┌─ Recorded information
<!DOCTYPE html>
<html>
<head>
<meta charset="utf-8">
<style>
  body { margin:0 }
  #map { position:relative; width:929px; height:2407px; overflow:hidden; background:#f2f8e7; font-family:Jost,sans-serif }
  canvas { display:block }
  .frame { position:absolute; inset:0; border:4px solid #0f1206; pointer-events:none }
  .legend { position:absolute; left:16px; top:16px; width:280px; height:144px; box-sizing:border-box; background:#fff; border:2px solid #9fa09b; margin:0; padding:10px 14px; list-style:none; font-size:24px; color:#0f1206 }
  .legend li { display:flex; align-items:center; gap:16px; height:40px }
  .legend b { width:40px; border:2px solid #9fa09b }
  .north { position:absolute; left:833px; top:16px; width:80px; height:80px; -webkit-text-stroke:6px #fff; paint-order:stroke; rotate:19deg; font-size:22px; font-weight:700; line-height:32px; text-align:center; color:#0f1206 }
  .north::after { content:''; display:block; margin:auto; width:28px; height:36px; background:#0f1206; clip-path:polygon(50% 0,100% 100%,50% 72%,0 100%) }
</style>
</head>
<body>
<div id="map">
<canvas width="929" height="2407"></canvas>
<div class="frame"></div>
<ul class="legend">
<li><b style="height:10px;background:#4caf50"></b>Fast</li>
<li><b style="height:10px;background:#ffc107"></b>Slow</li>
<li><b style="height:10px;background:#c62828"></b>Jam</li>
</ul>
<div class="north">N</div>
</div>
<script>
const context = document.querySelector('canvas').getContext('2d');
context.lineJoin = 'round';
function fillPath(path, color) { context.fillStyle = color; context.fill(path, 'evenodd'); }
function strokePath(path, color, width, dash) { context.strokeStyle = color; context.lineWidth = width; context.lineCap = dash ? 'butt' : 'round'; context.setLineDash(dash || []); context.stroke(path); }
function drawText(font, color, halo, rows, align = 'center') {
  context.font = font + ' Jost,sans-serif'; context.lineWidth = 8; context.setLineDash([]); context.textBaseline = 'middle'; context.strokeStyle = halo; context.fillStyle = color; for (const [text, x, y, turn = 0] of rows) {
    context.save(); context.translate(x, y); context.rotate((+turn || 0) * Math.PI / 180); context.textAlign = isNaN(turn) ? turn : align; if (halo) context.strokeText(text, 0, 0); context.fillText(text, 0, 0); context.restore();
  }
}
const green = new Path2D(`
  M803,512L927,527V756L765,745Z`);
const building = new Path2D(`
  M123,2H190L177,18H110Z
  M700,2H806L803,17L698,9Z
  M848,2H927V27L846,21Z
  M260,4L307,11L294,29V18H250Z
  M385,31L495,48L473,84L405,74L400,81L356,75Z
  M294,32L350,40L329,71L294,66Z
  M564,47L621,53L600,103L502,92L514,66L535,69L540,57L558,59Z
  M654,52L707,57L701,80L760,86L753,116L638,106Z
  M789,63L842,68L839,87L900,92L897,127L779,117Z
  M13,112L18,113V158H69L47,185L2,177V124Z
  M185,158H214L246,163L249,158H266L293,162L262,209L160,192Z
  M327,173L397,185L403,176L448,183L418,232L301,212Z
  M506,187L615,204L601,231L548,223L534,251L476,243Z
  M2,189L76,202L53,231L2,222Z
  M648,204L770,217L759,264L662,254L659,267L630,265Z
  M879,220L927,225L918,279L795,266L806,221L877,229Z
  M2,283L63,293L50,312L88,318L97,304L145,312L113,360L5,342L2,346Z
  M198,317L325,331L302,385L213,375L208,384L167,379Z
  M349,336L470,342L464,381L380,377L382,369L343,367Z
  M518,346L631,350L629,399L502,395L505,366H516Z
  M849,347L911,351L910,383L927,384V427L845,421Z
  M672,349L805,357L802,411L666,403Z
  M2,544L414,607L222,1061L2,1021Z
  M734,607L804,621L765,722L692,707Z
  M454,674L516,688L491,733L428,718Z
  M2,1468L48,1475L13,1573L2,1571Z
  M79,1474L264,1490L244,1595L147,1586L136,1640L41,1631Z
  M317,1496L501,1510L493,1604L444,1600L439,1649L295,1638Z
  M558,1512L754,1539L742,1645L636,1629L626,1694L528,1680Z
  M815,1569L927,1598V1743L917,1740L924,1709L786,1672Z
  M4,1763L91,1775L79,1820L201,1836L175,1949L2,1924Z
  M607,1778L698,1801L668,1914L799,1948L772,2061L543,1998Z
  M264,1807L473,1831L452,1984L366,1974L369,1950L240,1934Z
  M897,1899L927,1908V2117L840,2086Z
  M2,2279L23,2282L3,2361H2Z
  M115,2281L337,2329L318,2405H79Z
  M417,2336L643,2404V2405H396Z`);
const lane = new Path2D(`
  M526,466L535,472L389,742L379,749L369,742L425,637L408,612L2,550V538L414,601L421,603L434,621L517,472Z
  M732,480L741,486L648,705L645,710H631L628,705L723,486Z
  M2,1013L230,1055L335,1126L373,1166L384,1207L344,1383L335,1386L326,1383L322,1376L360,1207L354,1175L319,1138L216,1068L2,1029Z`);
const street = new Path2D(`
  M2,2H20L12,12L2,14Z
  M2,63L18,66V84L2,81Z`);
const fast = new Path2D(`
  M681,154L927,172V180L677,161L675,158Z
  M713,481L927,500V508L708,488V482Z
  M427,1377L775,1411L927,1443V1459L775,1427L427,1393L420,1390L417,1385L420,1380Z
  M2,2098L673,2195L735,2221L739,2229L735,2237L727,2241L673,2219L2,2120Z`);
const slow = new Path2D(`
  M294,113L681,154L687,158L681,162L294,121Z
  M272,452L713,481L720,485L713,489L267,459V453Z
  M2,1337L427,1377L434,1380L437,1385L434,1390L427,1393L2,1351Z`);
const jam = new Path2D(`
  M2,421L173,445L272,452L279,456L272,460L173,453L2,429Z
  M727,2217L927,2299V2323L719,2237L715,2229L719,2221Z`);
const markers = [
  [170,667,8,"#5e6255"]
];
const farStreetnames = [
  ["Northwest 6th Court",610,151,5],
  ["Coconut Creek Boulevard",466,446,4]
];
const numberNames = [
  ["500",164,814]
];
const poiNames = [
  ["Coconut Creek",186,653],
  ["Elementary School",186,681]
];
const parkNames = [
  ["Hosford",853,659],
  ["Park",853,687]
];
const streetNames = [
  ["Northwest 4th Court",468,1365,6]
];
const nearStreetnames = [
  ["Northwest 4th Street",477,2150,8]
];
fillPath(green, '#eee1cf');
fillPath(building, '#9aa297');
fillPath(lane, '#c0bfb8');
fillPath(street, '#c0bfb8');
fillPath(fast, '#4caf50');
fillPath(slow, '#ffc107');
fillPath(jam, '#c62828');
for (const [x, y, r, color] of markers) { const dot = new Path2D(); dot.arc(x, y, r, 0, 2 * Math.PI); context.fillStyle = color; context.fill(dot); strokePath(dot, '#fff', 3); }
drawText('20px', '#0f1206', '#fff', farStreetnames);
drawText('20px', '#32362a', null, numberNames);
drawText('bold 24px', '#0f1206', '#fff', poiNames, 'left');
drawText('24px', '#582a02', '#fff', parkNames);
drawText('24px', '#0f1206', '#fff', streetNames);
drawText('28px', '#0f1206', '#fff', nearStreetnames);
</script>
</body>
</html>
└─
▸ **The task**: Only the lines above from the one with "function drawText(font, color, halo, rows, align" through the one with "M654,52L707,57L701,80L760,86L753,116L638,106Z" should be duplicated, character for character.

▸ **Written answer**:
function drawText(font, color, halo, rows, align = 'center') {
  context.font = font + ' Jost,sans-serif'; context.lineWidth = 8; context.setLineDash([]); context.textBaseline = 'middle'; context.strokeStyle = halo; context.fillStyle = color; for (const [text, x, y, turn = 0] of rows) {
    context.save(); context.translate(x, y); context.rotate((+turn || 0) * Math.PI / 180); context.textAlign = isNaN(turn) ? turn : align; if (halo) context.strokeText(text, 0, 0); context.fillText(text, 0, 0); context.restore();
  }
}
const green = new Path2D(`
  M803,512L927,527V756L765,745Z`);
const building = new Path2D(`
  M123,2H190L177,18H110Z
  M700,2H806L803,17L698,9Z
  M848,2H927V27L846,21Z
  M260,4L307,11L294,29V18H250Z
  M385,31L495,48L473,84L405,74L400,81L356,75Z
  M294,32L350,40L329,71L294,66Z
  M564,47L621,53L600,103L502,92L514,66L535,69L540,57L558,59Z
  M654,52L707,57L701,80L760,86L753,116L638,106Z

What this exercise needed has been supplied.